From the entries below, copy exactly the lines from the one that contains "425px,1055px 572px,1047px 583px,798px" through the one that contains "597px,91px 608px,67px 609px,74px", both included, and only those.

"""

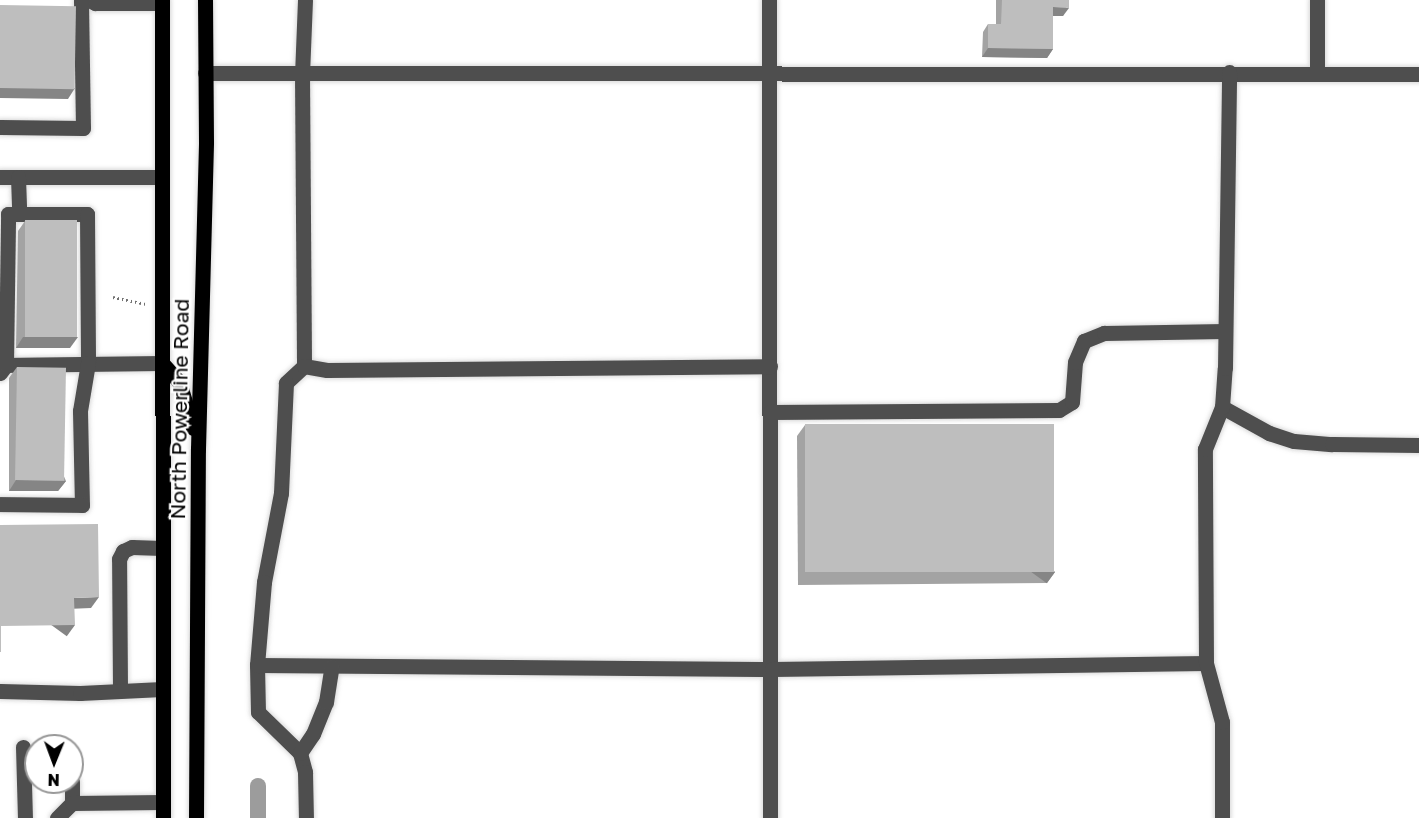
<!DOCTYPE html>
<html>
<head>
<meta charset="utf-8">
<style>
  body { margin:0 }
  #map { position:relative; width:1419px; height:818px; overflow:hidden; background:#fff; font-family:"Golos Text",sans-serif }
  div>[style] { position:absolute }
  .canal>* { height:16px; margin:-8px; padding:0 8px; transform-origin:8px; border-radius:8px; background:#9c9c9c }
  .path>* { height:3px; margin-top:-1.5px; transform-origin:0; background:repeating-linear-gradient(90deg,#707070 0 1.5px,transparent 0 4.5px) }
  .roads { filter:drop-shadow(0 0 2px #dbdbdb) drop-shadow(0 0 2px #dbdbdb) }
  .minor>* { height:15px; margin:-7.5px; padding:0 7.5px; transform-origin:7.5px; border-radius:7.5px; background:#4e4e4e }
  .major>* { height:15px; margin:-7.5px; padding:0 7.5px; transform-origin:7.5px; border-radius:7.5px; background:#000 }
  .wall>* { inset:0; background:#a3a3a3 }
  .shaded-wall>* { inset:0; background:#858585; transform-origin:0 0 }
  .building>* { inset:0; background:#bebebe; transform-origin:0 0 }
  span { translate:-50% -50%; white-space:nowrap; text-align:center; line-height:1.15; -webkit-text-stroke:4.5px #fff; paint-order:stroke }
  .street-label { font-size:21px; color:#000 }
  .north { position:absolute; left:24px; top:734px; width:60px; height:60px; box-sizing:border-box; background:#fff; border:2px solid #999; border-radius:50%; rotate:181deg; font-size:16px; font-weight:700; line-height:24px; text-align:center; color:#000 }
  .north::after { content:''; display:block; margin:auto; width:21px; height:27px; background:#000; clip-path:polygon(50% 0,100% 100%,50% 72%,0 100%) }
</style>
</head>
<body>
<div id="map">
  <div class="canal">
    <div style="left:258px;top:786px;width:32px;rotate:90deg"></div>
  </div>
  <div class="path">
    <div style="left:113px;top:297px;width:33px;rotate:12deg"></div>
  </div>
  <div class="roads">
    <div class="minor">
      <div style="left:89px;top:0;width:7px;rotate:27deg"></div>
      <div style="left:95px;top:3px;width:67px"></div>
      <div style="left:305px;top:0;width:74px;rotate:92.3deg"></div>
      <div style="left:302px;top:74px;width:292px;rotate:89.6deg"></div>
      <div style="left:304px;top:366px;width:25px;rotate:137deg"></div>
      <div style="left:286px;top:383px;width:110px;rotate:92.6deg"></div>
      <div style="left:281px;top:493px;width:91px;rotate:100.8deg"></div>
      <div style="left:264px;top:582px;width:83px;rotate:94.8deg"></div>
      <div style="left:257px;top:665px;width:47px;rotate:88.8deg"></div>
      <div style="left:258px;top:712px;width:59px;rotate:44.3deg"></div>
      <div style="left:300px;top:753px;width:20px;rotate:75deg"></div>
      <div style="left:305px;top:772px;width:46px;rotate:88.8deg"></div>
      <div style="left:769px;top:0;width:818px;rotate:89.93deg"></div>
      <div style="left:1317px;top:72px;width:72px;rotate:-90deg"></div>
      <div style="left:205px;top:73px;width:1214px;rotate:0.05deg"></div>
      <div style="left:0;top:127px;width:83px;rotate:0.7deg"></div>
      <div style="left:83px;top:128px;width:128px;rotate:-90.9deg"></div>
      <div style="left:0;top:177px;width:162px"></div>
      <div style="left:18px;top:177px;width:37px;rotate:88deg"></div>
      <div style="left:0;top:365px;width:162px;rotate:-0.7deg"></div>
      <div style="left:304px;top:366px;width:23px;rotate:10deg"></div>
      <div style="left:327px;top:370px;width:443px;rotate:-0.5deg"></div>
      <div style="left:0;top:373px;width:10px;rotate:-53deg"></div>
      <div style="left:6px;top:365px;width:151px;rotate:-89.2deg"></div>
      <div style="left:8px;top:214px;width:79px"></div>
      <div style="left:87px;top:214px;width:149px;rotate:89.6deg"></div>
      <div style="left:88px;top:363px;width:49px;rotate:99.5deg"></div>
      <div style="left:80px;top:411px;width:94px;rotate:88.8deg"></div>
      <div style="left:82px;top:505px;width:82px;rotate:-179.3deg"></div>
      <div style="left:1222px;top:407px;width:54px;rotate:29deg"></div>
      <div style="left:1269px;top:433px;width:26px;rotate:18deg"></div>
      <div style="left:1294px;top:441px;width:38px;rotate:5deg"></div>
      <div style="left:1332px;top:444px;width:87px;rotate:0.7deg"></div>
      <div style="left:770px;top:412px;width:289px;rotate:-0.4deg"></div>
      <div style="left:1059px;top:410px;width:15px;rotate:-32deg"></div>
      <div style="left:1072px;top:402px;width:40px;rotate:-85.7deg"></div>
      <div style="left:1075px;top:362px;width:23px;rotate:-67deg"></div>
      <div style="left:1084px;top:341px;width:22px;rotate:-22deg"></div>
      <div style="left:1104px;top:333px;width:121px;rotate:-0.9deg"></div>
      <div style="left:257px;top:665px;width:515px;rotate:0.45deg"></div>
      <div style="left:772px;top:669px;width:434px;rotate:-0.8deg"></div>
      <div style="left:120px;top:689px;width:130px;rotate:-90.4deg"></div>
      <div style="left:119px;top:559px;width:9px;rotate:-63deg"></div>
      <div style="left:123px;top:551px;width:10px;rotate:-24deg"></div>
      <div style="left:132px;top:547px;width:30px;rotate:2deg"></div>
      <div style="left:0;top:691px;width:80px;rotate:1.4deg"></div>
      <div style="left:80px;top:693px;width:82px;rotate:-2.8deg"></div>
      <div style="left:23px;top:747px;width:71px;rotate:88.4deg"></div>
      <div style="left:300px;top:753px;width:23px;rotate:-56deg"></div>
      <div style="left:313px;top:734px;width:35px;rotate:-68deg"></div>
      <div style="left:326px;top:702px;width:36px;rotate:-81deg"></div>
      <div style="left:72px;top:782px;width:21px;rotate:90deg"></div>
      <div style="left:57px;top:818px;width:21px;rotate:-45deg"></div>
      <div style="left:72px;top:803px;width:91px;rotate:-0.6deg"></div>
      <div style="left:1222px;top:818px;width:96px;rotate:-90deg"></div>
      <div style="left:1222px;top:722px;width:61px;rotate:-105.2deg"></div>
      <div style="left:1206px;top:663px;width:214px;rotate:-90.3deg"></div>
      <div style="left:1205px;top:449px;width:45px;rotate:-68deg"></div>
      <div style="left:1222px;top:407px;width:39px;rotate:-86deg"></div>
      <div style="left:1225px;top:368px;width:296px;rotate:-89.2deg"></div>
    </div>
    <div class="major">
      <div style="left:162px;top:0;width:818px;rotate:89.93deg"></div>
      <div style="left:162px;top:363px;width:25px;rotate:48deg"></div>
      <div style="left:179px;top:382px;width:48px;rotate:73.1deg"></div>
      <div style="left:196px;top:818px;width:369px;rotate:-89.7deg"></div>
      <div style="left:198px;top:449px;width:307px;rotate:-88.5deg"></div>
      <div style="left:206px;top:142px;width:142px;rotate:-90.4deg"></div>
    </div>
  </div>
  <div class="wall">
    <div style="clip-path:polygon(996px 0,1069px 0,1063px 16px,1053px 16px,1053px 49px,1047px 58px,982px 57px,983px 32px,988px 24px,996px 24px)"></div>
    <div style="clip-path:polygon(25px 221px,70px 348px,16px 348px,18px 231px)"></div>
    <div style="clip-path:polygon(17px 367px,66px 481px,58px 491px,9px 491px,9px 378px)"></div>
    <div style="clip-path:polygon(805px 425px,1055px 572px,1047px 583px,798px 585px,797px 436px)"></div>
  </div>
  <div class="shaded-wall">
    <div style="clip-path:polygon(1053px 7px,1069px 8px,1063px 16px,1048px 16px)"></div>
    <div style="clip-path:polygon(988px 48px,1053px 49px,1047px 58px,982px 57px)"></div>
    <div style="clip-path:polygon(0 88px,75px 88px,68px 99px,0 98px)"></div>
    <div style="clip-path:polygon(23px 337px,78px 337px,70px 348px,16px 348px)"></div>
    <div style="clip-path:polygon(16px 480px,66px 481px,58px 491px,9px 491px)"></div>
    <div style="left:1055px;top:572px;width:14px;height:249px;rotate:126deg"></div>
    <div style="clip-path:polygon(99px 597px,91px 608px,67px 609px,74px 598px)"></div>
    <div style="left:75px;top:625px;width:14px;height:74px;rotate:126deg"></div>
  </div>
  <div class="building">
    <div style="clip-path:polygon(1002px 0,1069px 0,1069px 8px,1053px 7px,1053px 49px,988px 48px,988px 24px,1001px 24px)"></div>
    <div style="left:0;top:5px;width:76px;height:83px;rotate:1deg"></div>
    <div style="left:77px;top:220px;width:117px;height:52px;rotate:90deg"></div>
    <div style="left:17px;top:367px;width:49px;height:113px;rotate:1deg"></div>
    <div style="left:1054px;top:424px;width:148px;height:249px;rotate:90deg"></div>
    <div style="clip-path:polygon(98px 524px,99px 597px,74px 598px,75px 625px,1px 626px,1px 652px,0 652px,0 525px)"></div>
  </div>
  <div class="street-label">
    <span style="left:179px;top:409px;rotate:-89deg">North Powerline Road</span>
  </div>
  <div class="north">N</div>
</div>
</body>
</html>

"""

> [Exercise answer]:
    <div style="clip-path:polygon(805px 425px,1055px 572px,1047px 583px,798px 585px,797px 436px)"></div>
  </div>
  <div class="shaded-wall">
    <div style="clip-path:polygon(1053px 7px,1069px 8px,1063px 16px,1048px 16px)"></div>
    <div style="clip-path:polygon(988px 48px,1053px 49px,1047px 58px,982px 57px)"></div>
    <div style="clip-path:polygon(0 88px,75px 88px,68px 99px,0 98px)"></div>
    <div style="clip-path:polygon(23px 337px,78px 337px,70px 348px,16px 348px)"></div>
    <div style="clip-path:polygon(16px 480px,66px 481px,58px 491px,9px 491px)"></div>
    <div style="left:1055px;top:572px;width:14px;height:249px;rotate:126deg"></div>
    <div style="clip-path:polygon(99px 597px,91px 608px,67px 609px,74px 598px)"></div>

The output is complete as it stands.